As for using dogs to help victims outside the courtroom feel more comfortable, Asteak has no issue. He said he’s well aware of the therapeutic value of not only dogs but ducks and chickens as well.

In 2013, Victor Tohom, a New York man convicted of raping a 15-year-old girl, claimed a dog biased his case. The teen’s therapists recommended bringing a golden retriever named Rose to court, noting the girl was more verbal when Rose was nearby. With Rose by her side, the teen testified against Tohom, who was convicted.

Tohom appealed his 25-years-to-life sentence, claiming the dog’s presence swayed the jury. Prosecutors acknowledged there was no law allowing the dog to accompany the girl, though there was precedent for children testifying with a comfort item such as a teddy bear.

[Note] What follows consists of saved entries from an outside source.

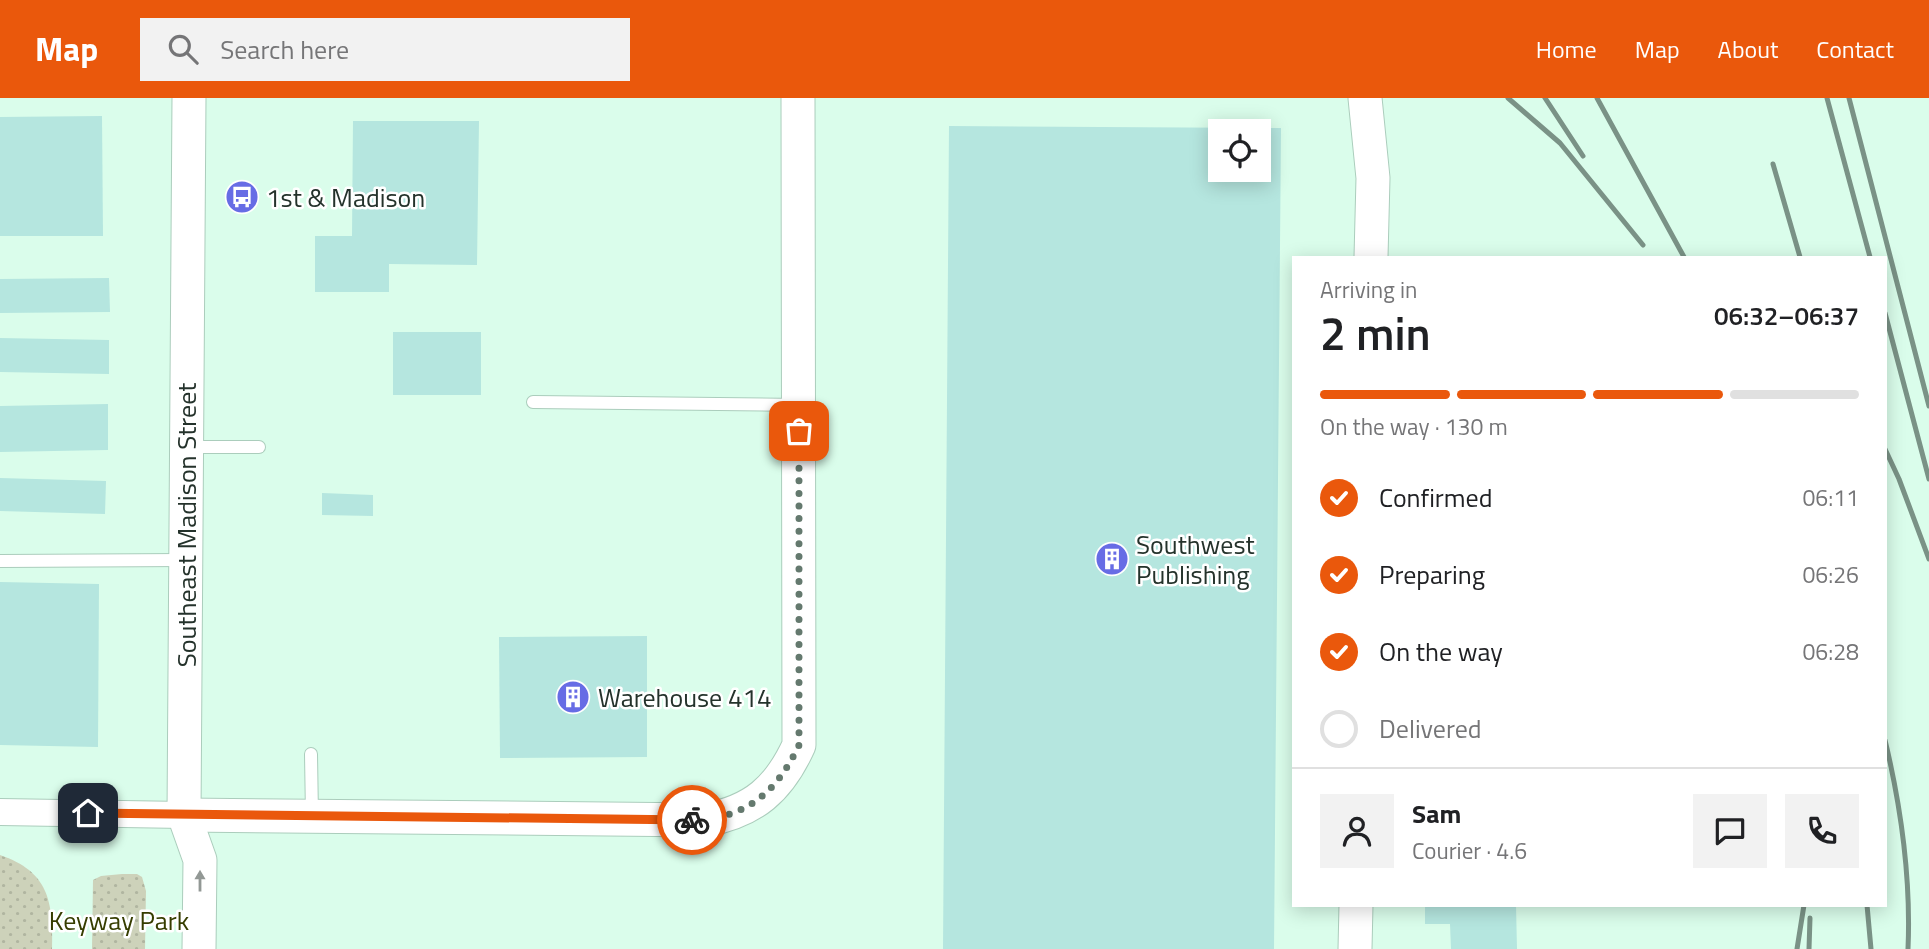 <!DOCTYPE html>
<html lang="en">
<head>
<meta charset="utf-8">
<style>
  body { margin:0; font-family:"Titillium Web",sans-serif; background:#f2f2f2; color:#202124; height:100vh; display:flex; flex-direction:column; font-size:26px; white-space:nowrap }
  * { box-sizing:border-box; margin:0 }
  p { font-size:23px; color:#757577 }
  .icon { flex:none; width:38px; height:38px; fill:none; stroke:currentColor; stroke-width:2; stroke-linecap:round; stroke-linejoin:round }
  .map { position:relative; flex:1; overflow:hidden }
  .panel { position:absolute; left:1292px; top:158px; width:595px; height:651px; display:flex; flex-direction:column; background:#fff; border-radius:0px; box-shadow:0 4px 18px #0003 }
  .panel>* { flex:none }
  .tools { position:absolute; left:1208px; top:21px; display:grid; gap:14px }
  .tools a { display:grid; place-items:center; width:63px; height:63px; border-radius:0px; background:#fff; box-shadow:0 4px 18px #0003; font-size:35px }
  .pin { position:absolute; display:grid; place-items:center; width:60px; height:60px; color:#fff; margin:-30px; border-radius:14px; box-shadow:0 4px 10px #0006 }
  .courier { position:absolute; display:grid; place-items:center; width:70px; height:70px; margin:-35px; border:5px solid #ea580c; border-radius:50%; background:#fff; color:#222; box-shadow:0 2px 9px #0007 }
  .head em { font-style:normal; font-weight:600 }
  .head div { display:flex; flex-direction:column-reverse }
  .head { display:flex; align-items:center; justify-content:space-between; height:119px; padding:0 28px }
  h1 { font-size:46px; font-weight:600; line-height:52px }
  .bar { display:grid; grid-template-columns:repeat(4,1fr); gap:10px 7px; align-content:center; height:84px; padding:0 28px }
  .bar i { height:9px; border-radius:5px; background:#e0e0e0 }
  .bar .active { background:#ea580c }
  .bar p { grid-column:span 4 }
  .line { display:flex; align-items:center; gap:18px; padding:0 28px; border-top:2px solid #e0e0e0 }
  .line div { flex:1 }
  .round { display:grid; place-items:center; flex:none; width:74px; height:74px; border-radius:0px; background:#f2f2f2 }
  ol { padding:0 28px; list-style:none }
  li { display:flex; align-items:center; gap:21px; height:77px }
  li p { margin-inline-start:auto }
  li .icon { padding:7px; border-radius:50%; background:#ea580c; color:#fff; stroke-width:4 }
  li:last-child { color:#757577 }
  li i { width:38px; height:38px; border:4px solid #e0e0e0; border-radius:50% }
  header { display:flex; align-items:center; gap:42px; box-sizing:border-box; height:98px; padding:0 35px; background:#ea580c; color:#fff }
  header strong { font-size:33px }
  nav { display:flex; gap:38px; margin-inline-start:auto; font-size:24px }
  .search { width:490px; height:63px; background:#f2f2f2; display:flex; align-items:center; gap:18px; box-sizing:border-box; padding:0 24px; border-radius:0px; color:#757577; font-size:26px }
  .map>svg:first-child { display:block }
  .park { fill:url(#park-dots) }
  .building { fill:#b5e6df; fill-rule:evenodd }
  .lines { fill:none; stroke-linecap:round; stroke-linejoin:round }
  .service-casing { stroke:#abcdbc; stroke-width:14 }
  .minor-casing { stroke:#abcdbc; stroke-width:28 }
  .tertiary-casing { stroke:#abcdbc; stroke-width:35 }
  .service { stroke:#fff; stroke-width:12 }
  .minor { stroke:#fff; stroke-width:26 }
  .tertiary { stroke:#fff; stroke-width:33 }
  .rail { stroke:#7a9286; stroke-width:5 }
  .oneway { fill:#929895 }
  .done { stroke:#64796e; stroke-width:7; stroke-dasharray:0 12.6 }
  .route { stroke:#ea580c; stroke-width:9 }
  .labels { text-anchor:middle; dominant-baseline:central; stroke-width:5; stroke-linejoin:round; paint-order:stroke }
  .poi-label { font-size:26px; fill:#24322b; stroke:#fff; text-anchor:start }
  .street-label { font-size:26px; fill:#24322b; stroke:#fff }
  .park-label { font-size:26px; fill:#363d00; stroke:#fff }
</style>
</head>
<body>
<header>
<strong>Map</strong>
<div class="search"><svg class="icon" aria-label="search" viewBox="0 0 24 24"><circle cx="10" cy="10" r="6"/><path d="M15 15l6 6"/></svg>Search here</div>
<nav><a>Home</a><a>Map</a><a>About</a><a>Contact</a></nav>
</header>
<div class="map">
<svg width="1929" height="851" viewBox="0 0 1929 851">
  <defs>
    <pattern id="park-dots" width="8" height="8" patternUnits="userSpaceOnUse" patternTransform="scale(1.75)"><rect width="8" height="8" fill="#cdd2ba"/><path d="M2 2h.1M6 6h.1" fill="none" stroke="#b0b5a0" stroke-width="1.8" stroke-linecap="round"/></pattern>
  </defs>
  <rect width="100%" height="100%" fill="#dafdeb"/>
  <!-- park -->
  <g class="park">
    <path d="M0 757C49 774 53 803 52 851H0Z"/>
    <path d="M122 776H137L142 779 146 793 145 851H92L93 782 101 778Z"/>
  </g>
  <!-- building -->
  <g class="building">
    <path d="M102 18 103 138H0V19Z"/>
    <path d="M353 23H479L477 167 389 166V194H315V138H352Z"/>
    <path d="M949 28 1281 30 1274 851H943ZM1220 33H1258V72H1220Z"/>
    <path d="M109 180 110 214 0 215V181Z"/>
    <rect x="393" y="234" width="88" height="63"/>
    <path d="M0 240 109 242V276L0 274Z"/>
    <path d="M108 306V352L0 354V308Z"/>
    <path d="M0 380 106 383 105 416 0 413Z"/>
    <path d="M322 395 373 397V418L322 417Z"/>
    <path d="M0 484 99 486 98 649 0 647Z"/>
    <path d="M647 538V659L500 660 499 539Z"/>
    <path d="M1425 807H1516L1517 851H1451L1450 826H1425Z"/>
  </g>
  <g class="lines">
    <defs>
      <g id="service">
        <path d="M533 304 798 307"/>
        <path d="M189 349H259"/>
        <path d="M0 463 185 462"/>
        <path d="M311 656 312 718"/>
      </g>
      <path id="minor" d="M0 714 184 717"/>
      <g id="tertiary">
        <path d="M189 0 184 717 200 762 199 851"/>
        <path d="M1365 0 1373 80 1371 159"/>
        <path d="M184 717 706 722C754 713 779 691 799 647L798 0"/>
        <path d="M1355 851 1356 807"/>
      </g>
    </defs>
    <!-- service casing -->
    <use href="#service" class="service-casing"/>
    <!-- minor casing -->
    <use href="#minor" class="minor-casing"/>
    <!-- tertiary casing -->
    <use href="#tertiary" class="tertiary-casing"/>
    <!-- service -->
    <use href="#service" class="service"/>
    <!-- minor -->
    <use href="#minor" class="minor"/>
    <!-- tertiary -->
    <use href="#tertiary" class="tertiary"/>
    <!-- rail -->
    <g class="rail">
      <path d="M1508 0 1560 45 1643 147"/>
      <path d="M1545 0 1583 58"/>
      <path d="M1597 0 1684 159"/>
      <path d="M1827 0 1870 159"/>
      <path d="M1849 0 1929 308"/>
      <path d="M1773 66 1800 159"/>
      <path d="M1885 215 1929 381"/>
      <path d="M1885 351 1899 381 1929 461"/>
      <path d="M1885 642C1901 709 1911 782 1908 851"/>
      <path d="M1867 807 1871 851"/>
      <path d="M1797 851 1804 807"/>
      <path d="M1809 851 1810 820"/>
    </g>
  </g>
  <!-- one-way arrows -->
  <defs><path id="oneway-solid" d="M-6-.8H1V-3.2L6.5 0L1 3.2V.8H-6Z" transform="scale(1.75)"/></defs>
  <use class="oneway" href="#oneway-solid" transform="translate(200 783) rotate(-90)"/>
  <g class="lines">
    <!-- done -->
    <path class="done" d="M692 722C746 721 777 694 799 647V333"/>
    <!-- route -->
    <path class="route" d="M88 715 692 722"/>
  </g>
  <!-- icons -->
  <defs>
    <symbol id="bus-disc" viewBox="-11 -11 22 22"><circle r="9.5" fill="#676ce5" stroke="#fff"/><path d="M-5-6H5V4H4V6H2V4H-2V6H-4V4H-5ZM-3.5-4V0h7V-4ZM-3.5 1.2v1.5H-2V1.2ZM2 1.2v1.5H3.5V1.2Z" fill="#fff"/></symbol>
    <symbol id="building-disc" viewBox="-11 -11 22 22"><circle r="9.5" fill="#676ce5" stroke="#fff"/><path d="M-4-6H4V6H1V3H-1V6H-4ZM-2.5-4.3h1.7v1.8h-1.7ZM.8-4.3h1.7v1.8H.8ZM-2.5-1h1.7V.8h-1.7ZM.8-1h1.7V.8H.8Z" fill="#fff"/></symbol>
  </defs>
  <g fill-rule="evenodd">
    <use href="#bus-disc" x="223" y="80" width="38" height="38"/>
    <use href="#building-disc" x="1093" y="442" width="38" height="38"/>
    <use href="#building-disc" x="554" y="580" width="38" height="38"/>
  </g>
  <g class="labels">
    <!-- poi labels -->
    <g class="poi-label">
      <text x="266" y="99">1st &amp; Madison</text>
      <text x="1136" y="446">Southwest<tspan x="1136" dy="30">Publishing</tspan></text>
      <text x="598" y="599">Warehouse 414</text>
    </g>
    <!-- street labels -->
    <g class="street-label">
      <text transform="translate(186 427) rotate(-90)">Southeast Madison Street</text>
    </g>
    <!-- park labels -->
    <g class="park-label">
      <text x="119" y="822">Keyway Park</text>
    </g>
  </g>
</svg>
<div class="tools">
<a><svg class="icon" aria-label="locate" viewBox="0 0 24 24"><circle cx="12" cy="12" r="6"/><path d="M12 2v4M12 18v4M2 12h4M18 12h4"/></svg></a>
</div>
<div class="pin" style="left:799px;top:333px;background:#ea580c"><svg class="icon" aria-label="bag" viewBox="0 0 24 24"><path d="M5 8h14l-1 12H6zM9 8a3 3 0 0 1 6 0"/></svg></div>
<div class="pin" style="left:88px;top:715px;background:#1f2937"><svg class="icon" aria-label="home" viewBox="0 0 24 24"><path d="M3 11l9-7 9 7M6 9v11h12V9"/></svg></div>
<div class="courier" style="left:692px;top:722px"><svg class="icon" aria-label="bike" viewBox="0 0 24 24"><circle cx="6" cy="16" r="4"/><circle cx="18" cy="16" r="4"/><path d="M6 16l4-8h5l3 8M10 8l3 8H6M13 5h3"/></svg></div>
<section class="panel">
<div class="head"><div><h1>2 min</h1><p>Arriving in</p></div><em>06:32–06:37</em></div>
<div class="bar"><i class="active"></i><i class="active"></i><i class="active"></i><i></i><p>On the way · 130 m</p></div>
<ol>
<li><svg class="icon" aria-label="check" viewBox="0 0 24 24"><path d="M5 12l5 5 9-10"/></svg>Confirmed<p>06:11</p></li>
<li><svg class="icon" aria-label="check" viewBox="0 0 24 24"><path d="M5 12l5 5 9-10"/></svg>Preparing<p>06:26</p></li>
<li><svg class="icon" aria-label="check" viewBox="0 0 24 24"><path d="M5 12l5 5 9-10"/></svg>On the way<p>06:28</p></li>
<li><i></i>Delivered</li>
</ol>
<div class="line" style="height:126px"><a class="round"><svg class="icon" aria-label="person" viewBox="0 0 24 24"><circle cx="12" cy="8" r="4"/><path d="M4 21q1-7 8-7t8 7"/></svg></a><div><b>Sam</b><p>Courier · 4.6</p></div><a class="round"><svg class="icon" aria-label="chat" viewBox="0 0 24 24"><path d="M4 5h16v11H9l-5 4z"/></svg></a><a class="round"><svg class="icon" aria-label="phone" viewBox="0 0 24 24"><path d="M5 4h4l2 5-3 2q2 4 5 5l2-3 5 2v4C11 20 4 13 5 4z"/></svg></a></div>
</section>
</div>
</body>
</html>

In a unanimous ruling, appellate judges sided with the prosecution, saying Tohom failed to show the dog’s presence was not permitted under state law or that it impaired his right to a fair trial.

Florida settled the question with a law that went into effect last month. It allows therapy dogs in all court proceedings that involve child abuse, abandonment or neglect.

If Florida’s law catches on, it may be only a matter of time before courthouses across the country go to the dogs.